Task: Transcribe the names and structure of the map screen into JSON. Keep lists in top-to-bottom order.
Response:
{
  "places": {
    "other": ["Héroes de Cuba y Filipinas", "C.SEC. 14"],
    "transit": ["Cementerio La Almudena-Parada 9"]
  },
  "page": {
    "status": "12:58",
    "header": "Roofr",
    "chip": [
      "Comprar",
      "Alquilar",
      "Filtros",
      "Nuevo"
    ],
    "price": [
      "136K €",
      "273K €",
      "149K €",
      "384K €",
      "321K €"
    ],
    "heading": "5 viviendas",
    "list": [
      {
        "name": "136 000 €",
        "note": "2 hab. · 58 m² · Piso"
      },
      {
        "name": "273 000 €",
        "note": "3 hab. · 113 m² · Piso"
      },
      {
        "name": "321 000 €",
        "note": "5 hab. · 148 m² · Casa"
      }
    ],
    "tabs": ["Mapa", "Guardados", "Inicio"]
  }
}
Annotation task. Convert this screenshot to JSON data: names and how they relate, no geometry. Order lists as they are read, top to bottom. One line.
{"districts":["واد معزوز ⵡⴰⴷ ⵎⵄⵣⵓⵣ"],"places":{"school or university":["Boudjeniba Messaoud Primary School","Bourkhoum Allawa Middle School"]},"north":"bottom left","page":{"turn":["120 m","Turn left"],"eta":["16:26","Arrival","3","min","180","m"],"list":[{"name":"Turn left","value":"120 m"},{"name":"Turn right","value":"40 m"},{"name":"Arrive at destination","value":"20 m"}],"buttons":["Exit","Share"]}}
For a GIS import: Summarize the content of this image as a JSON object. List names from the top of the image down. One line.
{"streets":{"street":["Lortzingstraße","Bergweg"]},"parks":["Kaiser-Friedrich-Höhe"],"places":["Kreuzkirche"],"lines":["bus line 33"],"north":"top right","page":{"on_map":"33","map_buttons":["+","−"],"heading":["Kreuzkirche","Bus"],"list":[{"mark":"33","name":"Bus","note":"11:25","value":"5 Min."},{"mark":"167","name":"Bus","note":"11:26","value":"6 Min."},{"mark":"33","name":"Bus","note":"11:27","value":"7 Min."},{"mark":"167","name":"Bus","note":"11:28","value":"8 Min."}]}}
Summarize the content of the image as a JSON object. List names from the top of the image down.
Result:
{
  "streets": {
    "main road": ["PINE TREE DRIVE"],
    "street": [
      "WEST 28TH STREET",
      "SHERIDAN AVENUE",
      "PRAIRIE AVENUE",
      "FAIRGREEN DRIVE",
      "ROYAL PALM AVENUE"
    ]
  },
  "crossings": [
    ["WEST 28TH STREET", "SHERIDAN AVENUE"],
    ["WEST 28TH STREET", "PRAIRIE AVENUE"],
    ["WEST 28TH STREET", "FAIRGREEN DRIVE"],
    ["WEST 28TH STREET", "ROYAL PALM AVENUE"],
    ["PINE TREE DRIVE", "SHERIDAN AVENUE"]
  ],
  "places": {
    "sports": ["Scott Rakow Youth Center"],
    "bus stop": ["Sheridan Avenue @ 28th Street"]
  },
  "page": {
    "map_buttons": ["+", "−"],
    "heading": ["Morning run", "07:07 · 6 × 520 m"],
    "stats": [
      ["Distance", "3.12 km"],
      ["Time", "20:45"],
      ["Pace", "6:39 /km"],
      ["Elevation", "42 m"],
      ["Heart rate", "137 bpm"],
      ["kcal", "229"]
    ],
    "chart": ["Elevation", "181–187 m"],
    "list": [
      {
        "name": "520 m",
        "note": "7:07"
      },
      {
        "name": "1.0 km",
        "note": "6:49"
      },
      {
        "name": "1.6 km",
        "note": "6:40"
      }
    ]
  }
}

• [Activity]: Recreate the listing exactly, so that each entry reads as before.

• [Finished exercise]:
Task: Transcribe the names and structure of the map screen into JSON. Keep lists in top-to-bottom order.
Response:
{
  "places": {
    "other": ["Héroes de Cuba y Filipinas", "C.SEC. 14"],
    "transit": ["Cementerio La Almudena-Parada 9"]
  },
  "page": {
    "status": "12:58",
    "header": "Roofr",
    "chip": [
      "Comprar",
      "Alquilar",
      "Filtros",
      "Nuevo"
    ],
    "price": [
      "136K €",
      "273K €",
      "149K €",
      "384K €",
      "321K €"
    ],
    "heading": "5 viviendas",
    "list": [
      {
        "name": "136 000 €",
        "note": "2 hab. · 58 m² · Piso"
      },
      {
        "name": "273 000 €",
        "note": "3 hab. · 113 m² · Piso"
      },
      {
        "name": "321 000 €",
        "note": "5 hab. · 148 m² · Casa"
      }
    ],
    "tabs": ["Mapa", "Guardados", "Inicio"]
  }
}
Annotation task. Convert this screenshot to JSON data: names and how they relate, no geometry. Order lists as they are read, top to bottom. One line.
{"districts":["واد معزوز ⵡⴰⴷ ⵎⵄⵣⵓⵣ"],"places":{"school or university":["Boudjeniba Messaoud Primary School","Bourkhoum Allawa Middle School"]},"north":"bottom left","page":{"turn":["120 m","Turn left"],"eta":["16:26","Arrival","3","min","180","m"],"list":[{"name":"Turn left","value":"120 m"},{"name":"Turn right","value":"40 m"},{"name":"Arrive at destination","value":"20 m"}],"buttons":["Exit","Share"]}}
For a GIS import: Summarize the content of this image as a JSON object. List names from the top of the image down. One line.
{"streets":{"street":["Lortzingstraße","Bergweg"]},"parks":["Kaiser-Friedrich-Höhe"],"places":["Kreuzkirche"],"lines":["bus line 33"],"north":"top right","page":{"on_map":"33","map_buttons":["+","−"],"heading":["Kreuzkirche","Bus"],"list":[{"mark":"33","name":"Bus","note":"11:25","value":"5 Min."},{"mark":"167","name":"Bus","note":"11:26","value":"6 Min."},{"mark":"33","name":"Bus","note":"11:27","value":"7 Min."},{"mark":"167","name":"Bus","note":"11:28","value":"8 Min."}]}}
Summarize the content of the image as a JSON object. List names from the top of the image down.
Result:
{
  "streets": {
    "main road": ["PINE TREE DRIVE"],
    "street": [
      "WEST 28TH STREET",
      "SHERIDAN AVENUE",
      "PRAIRIE AVENUE",
      "FAIRGREEN DRIVE",
      "ROYAL PALM AVENUE"
    ]
  },
  "crossings": [
    ["WEST 28TH STREET", "SHERIDAN AVENUE"],
    ["WEST 28TH STREET", "PRAIRIE AVENUE"],
    ["WEST 28TH STREET", "FAIRGREEN DRIVE"],
    ["WEST 28TH STREET", "ROYAL PALM AVENUE"],
    ["PINE TREE DRIVE", "SHERIDAN AVENUE"]
  ],
  "places": {
    "sports": ["Scott Rakow Youth Center"],
    "bus stop": ["Sheridan Avenue @ 28th Street"]
  },
  "page": {
    "map_buttons": ["+", "−"],
    "heading": ["Morning run", "07:07 · 6 × 520 m"],
    "stats": [
      ["Distance", "3.12 km"],
      ["Time", "20:45"],
      ["Pace", "6:39 /km"],
      ["Elevation", "42 m"],
      ["Heart rate", "137 bpm"],
      ["kcal", "229"]
    ],
    "chart": ["Elevation", "181–187 m"],
    "list": [
      {
        "name": "520 m",
        "note": "7:07"
      },
      {
        "name": "1.0 km",
        "note": "6:49"
      },
      {
        "name": "1.6 km",
        "note": "6:40"
      }
    ]
  }
}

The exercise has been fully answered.